- [TASK INSTRUCTIONS] Using the listing below, copy every line that mentions "controls".
BEGIN DATA RECORDS
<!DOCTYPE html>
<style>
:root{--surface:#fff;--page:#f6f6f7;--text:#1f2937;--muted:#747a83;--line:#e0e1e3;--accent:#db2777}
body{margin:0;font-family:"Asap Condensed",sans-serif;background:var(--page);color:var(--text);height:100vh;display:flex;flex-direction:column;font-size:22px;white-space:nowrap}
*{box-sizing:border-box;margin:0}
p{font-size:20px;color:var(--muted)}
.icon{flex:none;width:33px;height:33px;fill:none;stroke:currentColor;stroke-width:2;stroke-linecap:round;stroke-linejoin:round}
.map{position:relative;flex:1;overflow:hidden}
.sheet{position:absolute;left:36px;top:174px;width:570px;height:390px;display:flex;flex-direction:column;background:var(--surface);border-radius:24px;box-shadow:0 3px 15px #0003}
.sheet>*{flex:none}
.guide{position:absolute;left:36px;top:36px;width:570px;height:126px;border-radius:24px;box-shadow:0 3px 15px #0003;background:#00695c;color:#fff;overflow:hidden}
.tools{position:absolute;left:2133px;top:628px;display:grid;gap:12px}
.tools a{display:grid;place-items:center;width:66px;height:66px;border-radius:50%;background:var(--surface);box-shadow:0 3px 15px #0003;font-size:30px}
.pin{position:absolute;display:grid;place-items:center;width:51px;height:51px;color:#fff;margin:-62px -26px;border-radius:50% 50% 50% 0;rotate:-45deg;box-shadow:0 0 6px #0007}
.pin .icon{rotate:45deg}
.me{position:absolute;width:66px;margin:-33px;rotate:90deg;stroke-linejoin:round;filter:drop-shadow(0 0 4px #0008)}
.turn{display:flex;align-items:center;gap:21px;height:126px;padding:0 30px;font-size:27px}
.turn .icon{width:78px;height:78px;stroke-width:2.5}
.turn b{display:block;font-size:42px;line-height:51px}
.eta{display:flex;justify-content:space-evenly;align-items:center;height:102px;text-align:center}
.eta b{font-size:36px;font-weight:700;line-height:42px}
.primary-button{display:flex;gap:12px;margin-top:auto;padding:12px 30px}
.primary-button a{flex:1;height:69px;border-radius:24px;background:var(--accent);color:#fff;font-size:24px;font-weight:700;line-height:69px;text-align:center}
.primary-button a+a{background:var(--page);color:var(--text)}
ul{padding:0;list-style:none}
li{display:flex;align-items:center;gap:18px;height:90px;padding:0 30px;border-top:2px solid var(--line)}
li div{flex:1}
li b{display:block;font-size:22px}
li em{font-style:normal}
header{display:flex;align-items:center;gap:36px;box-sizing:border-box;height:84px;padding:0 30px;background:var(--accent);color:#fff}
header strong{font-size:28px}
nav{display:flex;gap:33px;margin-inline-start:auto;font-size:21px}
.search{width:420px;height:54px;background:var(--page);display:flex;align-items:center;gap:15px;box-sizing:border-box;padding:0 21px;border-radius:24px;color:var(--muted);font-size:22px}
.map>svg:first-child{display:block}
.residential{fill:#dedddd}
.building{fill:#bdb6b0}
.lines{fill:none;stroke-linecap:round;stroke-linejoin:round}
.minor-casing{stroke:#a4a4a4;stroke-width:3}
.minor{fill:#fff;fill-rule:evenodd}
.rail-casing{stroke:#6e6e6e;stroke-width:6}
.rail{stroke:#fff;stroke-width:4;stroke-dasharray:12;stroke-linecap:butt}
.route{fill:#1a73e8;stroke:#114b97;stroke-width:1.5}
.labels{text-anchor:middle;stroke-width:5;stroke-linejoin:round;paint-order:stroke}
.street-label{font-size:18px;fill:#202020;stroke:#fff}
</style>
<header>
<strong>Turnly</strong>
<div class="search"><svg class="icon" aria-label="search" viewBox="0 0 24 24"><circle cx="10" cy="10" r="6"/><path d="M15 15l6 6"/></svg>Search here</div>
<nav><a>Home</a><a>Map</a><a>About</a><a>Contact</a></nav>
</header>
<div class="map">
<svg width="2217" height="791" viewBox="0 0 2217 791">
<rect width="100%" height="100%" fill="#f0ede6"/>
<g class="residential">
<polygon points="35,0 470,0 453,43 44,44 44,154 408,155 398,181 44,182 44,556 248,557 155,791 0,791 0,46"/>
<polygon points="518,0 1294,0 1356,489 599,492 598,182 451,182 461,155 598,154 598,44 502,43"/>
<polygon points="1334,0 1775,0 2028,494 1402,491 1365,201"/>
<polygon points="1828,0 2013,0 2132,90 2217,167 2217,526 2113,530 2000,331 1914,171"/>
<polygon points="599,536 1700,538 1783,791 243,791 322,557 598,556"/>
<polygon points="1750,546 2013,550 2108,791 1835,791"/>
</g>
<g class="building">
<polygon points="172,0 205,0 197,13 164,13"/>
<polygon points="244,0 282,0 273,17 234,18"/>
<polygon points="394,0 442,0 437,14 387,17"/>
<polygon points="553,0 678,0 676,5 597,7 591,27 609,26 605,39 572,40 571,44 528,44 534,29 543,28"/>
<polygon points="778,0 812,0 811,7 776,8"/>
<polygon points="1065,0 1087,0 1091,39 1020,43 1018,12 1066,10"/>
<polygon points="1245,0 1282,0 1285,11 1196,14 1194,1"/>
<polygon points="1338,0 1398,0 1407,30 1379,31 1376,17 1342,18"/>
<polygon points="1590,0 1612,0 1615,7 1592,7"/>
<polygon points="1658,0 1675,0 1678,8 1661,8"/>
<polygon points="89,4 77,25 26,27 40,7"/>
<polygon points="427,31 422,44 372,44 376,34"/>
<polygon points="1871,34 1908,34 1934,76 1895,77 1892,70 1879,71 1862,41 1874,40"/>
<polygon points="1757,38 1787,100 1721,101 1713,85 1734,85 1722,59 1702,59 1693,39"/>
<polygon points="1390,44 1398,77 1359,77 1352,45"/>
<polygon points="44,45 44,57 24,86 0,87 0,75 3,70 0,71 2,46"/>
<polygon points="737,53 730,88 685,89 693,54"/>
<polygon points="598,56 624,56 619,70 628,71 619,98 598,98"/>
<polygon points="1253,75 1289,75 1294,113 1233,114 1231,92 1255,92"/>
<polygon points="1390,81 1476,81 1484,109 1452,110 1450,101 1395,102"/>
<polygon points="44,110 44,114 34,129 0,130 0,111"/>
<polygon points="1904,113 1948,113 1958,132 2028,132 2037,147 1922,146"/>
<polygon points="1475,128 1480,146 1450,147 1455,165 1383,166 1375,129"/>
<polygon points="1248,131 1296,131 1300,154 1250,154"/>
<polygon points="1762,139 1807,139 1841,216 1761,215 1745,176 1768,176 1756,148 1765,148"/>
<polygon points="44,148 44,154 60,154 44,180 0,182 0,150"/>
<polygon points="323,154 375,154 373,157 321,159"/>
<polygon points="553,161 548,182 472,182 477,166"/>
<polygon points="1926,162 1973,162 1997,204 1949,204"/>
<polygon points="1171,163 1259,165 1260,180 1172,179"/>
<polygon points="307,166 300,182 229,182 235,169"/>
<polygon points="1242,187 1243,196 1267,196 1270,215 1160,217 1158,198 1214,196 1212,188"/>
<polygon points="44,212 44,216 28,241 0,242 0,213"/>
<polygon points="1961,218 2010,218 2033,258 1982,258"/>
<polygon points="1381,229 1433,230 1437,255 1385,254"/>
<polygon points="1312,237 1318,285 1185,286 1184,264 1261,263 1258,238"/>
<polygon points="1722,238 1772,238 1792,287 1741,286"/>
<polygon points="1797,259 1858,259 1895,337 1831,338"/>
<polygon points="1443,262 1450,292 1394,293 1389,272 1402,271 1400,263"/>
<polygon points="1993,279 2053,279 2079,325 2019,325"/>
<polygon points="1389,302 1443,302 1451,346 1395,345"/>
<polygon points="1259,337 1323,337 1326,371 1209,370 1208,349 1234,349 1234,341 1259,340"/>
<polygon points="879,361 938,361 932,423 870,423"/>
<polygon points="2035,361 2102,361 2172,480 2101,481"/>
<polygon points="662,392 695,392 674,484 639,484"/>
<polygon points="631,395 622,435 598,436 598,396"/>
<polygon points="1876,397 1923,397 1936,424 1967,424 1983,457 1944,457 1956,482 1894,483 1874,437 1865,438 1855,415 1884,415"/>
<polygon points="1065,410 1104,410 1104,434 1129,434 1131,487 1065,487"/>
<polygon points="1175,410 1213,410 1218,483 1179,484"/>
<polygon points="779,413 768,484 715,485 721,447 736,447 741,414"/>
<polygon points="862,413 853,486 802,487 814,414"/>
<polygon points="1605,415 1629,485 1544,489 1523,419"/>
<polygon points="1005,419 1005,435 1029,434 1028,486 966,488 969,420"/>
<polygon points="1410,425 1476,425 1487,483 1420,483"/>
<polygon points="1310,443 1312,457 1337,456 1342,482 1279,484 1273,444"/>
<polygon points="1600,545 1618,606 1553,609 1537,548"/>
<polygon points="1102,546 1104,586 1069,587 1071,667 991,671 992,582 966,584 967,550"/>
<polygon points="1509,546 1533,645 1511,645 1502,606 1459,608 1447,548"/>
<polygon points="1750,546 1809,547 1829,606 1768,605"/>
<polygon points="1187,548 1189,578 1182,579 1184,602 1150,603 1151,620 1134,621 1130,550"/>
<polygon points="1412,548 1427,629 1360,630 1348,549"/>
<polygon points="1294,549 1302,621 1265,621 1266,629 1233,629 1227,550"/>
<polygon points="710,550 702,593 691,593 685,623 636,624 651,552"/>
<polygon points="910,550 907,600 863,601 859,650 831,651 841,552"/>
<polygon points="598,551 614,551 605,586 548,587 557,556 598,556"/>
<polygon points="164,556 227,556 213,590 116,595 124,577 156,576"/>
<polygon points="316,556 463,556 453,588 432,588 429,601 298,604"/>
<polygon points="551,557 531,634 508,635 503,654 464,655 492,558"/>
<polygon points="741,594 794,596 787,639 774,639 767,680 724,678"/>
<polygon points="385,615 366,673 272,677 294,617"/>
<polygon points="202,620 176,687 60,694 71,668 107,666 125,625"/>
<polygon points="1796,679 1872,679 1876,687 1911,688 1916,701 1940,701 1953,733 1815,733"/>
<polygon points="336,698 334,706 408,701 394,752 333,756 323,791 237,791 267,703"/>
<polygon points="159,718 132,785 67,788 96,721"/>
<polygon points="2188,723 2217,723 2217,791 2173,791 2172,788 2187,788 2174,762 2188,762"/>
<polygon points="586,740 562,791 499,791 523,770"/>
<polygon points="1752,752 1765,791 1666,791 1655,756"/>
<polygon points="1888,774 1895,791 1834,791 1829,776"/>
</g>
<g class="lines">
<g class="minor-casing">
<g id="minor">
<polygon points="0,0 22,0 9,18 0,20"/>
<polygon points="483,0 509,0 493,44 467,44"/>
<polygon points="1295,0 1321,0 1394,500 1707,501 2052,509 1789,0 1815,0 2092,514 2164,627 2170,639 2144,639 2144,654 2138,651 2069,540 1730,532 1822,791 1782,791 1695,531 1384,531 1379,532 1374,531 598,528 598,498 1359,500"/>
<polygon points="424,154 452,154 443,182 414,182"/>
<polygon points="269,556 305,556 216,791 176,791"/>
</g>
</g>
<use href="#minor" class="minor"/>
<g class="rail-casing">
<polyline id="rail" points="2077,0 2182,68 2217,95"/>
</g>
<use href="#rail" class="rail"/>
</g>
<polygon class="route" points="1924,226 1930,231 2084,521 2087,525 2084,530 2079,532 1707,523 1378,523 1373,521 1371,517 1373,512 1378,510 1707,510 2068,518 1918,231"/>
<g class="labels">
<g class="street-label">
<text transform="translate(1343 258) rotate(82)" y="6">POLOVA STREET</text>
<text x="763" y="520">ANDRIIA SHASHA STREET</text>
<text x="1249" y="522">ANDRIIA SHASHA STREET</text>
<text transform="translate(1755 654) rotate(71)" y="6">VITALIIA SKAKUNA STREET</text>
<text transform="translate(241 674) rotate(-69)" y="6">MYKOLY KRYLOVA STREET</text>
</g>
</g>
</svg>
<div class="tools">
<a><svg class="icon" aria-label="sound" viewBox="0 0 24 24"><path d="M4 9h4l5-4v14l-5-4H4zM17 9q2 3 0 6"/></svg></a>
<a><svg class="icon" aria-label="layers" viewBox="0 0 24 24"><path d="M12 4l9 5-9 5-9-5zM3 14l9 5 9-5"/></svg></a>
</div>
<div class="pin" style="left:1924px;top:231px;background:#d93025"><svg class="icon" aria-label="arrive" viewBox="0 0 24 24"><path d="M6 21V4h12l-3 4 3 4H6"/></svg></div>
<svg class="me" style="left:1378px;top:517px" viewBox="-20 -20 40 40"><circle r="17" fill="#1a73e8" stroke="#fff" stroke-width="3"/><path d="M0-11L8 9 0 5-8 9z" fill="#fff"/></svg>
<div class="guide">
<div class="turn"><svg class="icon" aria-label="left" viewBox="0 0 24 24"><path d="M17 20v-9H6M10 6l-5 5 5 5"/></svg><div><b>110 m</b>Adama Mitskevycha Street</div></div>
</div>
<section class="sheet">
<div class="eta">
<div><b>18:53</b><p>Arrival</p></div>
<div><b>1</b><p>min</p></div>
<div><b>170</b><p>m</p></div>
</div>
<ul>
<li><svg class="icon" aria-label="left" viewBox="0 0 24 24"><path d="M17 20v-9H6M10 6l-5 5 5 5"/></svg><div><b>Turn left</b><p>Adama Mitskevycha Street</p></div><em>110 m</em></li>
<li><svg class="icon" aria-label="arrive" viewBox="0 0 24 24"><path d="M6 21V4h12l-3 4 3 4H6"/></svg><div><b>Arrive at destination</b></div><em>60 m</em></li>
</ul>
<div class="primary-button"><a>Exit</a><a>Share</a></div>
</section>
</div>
END DATA RECORDS
BEGIN DATA RECORDS
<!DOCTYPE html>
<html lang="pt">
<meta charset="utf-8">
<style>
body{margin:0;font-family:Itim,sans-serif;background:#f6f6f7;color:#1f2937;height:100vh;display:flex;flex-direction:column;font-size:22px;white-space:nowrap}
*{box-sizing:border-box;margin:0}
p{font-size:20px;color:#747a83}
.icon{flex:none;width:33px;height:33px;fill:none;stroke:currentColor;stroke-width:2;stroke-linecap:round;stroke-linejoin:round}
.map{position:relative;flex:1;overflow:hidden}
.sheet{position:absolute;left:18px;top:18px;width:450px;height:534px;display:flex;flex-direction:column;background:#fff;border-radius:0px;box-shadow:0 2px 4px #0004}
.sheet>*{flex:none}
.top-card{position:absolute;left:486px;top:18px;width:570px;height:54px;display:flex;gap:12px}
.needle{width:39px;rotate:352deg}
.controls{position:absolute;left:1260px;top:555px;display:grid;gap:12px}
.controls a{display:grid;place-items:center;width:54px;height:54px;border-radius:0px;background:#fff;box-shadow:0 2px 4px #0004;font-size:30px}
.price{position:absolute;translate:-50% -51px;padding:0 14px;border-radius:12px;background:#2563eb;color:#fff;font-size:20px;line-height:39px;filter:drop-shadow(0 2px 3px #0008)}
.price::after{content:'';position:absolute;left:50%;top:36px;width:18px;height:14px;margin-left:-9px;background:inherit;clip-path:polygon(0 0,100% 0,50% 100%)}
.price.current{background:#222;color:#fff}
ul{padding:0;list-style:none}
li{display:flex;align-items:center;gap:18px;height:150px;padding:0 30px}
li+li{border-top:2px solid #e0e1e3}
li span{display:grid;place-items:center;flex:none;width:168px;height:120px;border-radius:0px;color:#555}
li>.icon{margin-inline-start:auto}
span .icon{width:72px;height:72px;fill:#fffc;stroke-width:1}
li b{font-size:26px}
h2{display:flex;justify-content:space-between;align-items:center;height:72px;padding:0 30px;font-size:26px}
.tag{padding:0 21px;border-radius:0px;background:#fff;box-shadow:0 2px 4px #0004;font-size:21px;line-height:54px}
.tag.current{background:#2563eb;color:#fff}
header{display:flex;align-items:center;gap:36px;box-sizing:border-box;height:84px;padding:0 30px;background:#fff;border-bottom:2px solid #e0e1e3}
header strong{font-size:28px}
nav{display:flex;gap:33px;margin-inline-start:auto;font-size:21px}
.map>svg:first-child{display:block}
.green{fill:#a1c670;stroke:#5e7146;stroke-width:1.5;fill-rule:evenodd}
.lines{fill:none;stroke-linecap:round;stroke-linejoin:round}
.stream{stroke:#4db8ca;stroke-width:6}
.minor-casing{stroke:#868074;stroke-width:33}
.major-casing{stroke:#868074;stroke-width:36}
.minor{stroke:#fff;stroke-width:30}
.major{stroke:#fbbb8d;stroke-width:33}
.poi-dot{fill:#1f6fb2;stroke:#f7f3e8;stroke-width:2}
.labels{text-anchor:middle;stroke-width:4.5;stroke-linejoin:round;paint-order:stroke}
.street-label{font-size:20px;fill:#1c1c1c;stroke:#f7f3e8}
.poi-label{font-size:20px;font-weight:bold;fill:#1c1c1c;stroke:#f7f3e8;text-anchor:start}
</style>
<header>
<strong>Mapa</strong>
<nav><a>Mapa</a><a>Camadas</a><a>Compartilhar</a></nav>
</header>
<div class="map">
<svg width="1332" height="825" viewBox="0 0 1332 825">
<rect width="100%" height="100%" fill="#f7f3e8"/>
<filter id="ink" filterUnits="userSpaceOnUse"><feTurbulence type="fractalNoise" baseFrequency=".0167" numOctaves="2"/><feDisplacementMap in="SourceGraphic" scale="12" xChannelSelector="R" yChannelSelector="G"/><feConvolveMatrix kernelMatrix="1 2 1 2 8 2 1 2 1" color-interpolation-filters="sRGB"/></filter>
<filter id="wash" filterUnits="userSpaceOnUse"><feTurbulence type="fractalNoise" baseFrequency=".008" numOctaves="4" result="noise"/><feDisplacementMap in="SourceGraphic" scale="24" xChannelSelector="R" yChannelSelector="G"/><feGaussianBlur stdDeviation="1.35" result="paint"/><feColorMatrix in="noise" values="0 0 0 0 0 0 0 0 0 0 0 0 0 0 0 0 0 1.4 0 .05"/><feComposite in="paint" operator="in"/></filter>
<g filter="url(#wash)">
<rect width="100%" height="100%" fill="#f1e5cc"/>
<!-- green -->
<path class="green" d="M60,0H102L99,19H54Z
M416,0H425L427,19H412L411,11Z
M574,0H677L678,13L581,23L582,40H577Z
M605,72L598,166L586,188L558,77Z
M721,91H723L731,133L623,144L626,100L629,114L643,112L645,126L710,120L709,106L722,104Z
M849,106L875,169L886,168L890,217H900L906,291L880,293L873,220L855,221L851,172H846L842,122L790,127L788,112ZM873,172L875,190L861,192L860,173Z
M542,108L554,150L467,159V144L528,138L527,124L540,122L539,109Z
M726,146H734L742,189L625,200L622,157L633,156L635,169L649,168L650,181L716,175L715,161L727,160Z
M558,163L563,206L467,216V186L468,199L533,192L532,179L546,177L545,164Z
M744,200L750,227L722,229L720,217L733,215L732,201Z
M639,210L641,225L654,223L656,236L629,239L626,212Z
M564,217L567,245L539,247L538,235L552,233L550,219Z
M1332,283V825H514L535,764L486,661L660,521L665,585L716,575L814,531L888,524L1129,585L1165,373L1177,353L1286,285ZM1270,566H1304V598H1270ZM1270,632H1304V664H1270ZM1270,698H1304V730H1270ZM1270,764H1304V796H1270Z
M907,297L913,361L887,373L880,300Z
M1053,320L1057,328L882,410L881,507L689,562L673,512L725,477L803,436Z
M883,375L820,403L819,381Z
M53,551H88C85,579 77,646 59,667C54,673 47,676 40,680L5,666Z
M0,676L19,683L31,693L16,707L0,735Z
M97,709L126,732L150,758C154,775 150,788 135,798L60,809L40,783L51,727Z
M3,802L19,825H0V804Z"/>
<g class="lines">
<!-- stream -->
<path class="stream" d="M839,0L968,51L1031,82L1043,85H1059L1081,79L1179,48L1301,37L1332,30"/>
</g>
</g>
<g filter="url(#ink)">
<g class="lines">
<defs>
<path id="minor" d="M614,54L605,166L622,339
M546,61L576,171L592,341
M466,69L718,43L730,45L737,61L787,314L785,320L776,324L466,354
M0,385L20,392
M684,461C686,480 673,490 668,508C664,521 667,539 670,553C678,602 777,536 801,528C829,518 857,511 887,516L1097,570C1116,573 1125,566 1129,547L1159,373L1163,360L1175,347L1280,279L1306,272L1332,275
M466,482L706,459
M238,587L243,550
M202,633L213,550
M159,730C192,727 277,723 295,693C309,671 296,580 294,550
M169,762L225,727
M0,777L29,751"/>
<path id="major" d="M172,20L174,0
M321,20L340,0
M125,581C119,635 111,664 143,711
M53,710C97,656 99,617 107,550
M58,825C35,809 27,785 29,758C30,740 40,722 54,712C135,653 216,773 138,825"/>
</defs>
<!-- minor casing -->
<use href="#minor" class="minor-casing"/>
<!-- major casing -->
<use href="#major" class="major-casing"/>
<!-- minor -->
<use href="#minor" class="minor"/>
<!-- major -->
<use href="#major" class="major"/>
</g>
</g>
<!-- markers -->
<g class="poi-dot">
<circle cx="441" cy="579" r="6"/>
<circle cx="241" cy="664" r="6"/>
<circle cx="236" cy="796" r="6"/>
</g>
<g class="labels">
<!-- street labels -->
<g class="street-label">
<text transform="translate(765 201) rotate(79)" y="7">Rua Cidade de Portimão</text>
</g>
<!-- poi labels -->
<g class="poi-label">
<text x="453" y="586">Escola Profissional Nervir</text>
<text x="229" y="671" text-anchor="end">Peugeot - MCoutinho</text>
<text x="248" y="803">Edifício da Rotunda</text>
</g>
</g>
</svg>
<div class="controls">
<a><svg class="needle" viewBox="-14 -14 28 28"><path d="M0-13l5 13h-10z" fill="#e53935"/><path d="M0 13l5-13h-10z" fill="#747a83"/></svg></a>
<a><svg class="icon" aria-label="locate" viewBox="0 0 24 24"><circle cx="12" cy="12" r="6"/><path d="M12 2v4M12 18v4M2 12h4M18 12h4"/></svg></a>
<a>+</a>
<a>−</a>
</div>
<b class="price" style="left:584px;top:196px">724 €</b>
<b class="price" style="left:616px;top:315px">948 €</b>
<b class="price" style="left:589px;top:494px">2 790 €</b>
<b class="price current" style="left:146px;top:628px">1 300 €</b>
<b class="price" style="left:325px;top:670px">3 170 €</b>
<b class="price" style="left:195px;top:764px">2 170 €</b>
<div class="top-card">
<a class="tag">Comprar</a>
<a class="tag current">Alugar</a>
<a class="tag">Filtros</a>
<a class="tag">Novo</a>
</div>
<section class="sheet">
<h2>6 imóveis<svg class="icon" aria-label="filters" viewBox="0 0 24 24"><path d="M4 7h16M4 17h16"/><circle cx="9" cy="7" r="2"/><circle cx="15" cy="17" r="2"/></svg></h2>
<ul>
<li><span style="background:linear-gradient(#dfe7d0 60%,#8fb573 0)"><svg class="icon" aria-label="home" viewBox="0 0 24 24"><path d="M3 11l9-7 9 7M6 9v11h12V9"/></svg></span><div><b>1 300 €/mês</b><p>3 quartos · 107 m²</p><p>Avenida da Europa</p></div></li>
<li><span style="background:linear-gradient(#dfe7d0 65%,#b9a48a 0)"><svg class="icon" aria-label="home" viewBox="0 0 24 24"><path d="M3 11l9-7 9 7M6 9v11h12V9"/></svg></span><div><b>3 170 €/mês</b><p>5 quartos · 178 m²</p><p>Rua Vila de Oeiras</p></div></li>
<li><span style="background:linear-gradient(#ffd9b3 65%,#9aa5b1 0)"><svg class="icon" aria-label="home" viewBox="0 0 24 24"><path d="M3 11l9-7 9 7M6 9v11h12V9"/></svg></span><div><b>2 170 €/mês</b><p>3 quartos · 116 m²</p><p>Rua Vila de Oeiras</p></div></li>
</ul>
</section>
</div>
END DATA RECORDS
- [ANSWER TO THIS TASK]
.controls{position:absolute;left:1260px;top:555px;display:grid;gap:12px}
.controls a{display:grid;place-items:center;width:54px;height:54px;border-radius:0px;background:#fff;box-shadow:0 2px 4px #0004;font-size:30px}
<div class="controls">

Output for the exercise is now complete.